Once a spellbook is full, the caster must purchase another empty book. In time, a high level caster will need multiple books to keep their additional spells, particularly as two or three powerful spells take up a single quire. The caster will always know which spells are in which book, but should specify in case any book is threatened or lost. Obviously, the spells that a character gained at the start of adventuring won't be found in a more recent book.
If scrolls are used, then additional scrolls must be purchased as spells and cantrips are accumulated. Scrolls are typically 9 inches wide and long enough to be equal to one quire — but the caster may employ scraps of paper if this is desirable.
How Spells are Written
When a caster obtains a new level, and comprehends for the first time how to use a new spell, it has been proposed that they should forego the use of that spell until it is added to their spellbook. This would require access to a fair-sized town, a supply of magical ink (one 2 oz. pot will write two spell levels), a scratched copy of the spell in ordinary ink from their school days, and time to carefully copy the spell — a time period of six hours per level.

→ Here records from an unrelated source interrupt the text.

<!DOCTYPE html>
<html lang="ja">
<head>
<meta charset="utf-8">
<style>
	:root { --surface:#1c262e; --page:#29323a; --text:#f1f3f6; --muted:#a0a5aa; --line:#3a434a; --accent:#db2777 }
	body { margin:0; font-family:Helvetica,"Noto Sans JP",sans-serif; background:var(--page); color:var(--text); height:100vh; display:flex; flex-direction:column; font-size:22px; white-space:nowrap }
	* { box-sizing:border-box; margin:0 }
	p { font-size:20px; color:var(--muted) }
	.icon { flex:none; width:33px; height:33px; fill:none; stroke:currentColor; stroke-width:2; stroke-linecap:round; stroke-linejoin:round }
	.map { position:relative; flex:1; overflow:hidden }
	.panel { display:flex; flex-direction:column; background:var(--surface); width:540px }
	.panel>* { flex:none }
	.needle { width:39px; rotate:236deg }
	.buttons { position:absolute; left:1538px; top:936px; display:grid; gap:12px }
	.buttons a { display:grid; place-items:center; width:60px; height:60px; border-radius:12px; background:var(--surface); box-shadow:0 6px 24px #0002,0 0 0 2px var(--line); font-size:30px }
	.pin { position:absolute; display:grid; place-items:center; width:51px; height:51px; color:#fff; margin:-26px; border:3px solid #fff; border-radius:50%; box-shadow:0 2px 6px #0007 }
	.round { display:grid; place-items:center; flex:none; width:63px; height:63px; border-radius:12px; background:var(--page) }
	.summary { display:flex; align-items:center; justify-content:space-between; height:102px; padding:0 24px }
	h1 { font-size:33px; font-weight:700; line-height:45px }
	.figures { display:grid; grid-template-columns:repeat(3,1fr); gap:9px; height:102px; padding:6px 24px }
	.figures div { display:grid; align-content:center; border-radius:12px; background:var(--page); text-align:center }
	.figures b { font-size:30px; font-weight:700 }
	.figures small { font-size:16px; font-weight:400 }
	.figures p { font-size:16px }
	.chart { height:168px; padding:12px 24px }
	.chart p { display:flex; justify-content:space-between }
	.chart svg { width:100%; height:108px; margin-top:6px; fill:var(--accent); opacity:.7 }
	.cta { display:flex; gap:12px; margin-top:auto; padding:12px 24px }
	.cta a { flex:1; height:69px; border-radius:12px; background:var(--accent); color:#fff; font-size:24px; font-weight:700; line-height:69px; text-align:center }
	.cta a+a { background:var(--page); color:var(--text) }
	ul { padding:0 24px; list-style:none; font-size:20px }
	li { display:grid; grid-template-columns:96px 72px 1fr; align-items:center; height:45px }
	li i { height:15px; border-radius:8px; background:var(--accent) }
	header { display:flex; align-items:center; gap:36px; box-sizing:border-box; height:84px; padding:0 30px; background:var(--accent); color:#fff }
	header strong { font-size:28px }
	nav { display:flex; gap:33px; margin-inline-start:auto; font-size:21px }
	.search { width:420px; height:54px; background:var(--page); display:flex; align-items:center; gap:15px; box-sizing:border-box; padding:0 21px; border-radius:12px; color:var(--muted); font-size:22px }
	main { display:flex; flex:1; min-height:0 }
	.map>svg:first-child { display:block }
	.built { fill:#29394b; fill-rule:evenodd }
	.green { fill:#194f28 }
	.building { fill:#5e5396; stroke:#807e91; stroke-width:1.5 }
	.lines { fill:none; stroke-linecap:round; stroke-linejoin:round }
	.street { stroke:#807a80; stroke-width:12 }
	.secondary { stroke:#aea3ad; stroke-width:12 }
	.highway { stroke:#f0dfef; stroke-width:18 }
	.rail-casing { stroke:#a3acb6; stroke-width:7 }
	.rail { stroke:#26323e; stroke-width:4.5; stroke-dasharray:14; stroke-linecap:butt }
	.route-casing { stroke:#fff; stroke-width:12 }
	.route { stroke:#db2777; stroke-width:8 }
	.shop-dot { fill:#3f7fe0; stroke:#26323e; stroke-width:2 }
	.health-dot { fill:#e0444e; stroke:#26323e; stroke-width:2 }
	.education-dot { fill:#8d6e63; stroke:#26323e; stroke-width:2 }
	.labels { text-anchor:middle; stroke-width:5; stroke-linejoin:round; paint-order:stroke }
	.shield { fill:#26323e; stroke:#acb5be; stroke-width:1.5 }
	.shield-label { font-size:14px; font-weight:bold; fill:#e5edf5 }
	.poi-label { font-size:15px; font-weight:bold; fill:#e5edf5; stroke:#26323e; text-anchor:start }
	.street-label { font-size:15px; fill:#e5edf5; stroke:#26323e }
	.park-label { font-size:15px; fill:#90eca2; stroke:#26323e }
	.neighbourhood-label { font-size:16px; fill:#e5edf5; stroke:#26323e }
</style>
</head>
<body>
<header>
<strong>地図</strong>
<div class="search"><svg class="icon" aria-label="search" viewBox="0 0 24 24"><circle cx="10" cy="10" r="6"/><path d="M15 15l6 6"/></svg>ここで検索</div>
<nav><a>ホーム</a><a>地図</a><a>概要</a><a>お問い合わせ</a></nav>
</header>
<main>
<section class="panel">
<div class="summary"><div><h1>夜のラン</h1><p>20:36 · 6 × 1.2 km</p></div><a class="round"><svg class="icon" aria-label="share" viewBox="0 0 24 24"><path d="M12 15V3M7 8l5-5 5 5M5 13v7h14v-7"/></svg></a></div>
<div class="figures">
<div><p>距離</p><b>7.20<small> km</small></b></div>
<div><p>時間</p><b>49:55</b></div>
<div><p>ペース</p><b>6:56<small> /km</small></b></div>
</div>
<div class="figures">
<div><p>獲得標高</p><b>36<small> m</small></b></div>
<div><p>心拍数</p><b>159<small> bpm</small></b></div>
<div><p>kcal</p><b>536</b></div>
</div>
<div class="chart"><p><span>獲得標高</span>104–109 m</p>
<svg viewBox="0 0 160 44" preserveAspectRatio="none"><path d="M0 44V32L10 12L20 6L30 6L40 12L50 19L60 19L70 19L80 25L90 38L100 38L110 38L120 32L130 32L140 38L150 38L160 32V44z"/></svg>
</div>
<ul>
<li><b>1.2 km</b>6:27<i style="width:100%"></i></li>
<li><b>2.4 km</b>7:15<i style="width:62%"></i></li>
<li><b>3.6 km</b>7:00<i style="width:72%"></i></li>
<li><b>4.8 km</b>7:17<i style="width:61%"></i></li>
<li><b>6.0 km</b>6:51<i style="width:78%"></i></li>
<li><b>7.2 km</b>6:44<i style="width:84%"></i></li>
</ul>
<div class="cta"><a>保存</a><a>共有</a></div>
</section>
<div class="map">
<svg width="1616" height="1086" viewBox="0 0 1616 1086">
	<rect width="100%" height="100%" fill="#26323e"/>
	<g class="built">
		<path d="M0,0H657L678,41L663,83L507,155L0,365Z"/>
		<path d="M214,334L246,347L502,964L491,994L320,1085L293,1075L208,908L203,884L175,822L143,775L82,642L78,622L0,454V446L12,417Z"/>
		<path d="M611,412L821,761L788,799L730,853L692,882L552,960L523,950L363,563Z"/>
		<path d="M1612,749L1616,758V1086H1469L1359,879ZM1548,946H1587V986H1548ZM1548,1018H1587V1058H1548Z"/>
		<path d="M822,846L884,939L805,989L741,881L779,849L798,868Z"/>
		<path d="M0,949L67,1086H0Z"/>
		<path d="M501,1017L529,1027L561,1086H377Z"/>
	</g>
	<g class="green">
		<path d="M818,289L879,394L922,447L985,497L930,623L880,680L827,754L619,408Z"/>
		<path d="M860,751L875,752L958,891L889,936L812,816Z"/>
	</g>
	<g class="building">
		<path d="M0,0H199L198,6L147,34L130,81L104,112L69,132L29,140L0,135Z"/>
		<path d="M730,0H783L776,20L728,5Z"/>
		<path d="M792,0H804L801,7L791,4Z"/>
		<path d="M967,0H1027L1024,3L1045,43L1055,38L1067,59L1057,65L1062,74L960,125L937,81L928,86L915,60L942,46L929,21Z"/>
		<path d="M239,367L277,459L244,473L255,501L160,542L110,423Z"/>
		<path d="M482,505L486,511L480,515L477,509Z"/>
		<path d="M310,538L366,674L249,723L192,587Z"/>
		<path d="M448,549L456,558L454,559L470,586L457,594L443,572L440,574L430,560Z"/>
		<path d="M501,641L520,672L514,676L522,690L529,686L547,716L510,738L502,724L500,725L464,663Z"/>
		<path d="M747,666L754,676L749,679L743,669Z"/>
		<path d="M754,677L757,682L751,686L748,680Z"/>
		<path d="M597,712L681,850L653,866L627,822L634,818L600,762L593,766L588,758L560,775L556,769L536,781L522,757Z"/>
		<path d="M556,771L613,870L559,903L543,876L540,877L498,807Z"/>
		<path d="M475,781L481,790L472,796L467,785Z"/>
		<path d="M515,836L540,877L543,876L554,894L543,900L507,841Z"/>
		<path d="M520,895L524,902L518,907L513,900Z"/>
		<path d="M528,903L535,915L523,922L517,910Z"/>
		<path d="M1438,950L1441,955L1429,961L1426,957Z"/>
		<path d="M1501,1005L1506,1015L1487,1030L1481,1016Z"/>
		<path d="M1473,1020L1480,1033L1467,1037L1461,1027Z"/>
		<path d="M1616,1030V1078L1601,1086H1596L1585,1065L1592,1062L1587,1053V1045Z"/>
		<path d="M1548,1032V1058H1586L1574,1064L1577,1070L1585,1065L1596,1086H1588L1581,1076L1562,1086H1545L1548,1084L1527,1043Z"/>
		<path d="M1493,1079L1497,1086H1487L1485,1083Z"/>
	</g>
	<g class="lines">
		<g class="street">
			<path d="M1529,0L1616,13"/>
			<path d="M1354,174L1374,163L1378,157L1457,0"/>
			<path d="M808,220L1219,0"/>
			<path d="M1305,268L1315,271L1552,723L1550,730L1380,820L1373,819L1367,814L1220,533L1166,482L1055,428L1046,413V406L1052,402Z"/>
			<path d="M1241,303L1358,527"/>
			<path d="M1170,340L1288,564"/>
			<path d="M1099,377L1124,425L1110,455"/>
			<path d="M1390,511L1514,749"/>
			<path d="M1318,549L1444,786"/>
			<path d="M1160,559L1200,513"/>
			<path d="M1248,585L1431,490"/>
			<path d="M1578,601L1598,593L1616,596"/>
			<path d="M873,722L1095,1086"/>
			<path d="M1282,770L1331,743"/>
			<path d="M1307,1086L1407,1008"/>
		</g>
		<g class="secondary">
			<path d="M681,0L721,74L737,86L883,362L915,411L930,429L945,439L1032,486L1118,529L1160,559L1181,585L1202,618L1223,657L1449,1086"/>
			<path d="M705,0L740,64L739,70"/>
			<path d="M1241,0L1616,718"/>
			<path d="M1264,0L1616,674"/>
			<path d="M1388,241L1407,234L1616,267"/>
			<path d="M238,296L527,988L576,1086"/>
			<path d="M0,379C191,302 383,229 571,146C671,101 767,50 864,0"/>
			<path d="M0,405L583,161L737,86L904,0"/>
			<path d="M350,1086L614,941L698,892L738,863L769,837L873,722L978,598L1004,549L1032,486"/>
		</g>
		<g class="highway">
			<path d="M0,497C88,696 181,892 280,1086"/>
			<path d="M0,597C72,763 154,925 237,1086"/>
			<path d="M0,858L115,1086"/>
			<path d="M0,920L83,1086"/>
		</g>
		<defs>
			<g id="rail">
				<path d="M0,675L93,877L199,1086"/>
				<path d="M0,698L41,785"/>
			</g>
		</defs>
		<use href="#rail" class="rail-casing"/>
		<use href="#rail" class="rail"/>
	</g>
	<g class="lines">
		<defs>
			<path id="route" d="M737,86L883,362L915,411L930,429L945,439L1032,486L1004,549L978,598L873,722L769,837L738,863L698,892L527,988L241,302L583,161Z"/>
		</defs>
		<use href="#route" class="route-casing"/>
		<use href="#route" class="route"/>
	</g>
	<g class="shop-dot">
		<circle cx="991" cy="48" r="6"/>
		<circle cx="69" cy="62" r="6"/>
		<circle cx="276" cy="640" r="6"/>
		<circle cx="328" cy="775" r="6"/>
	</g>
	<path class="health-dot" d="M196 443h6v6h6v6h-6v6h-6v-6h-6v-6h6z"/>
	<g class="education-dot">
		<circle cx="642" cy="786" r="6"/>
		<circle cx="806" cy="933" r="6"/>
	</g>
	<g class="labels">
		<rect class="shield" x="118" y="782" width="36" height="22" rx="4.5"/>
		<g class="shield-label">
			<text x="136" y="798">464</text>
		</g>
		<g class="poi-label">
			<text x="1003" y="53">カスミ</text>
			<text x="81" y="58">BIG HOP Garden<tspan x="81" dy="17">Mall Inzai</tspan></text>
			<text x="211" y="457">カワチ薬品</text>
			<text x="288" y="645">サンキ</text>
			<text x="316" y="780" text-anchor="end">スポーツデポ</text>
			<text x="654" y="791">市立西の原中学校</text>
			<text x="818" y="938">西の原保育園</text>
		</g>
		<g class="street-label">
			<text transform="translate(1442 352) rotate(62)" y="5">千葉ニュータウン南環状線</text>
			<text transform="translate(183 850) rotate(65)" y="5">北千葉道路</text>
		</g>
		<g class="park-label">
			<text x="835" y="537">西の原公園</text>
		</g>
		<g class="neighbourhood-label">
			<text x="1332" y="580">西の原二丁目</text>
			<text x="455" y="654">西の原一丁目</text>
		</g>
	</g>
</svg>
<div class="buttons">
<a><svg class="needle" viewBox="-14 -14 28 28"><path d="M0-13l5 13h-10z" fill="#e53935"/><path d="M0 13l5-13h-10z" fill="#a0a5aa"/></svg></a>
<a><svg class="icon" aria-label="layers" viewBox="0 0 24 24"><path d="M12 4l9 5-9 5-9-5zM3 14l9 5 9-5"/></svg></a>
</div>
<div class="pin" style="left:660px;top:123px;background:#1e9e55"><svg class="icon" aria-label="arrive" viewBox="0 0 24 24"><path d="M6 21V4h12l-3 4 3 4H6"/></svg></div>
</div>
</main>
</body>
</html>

I have never asked a player to do this. I do not wish to specifically punish illusionists and mages with sush a policy. I prefer to hand wave the issue, choosing to presume that the above has been accomplished at some point, out of campaign. I am unconcerned that this strains the believability of my campaign. I have never had a player call me out on it — nor even seem to realize the irrationality of the spell simply appearing in the caster's spellbook when the time is right. It could be argued that the caster has somehow found a way to keep a small supply of magical ink for the time when it is needed; and that this supply does not need to be tracked, as it is incidental.
However, if a character wishes to copy a spell into a second or third spellbook, in order to have a reserve copy that is perhaps kept at home or safely with a friend, then the necessity of going through the process of purchasing the book, the magical ink and writing the spell should take place in the campaign. Doing so wisely would then leave the caster with a copy they can simply go collect, without having to assemble these spells from other casters' spellbooks, which is entirely possible if not bothersome and perhaps aggravating as one or two originals prove very difficult to find.
Therefore it is difficult, but not impossible for a caster to replace a spellbook. It might be reasoned that the caster could return to their hometown, look up their old master and re-obtain all the spells they learned while in training. However, the destruction of a spellbook does not permit the caster to "choose new spells." They are still bound by the knowledge of spells they had before the spellbook was lost.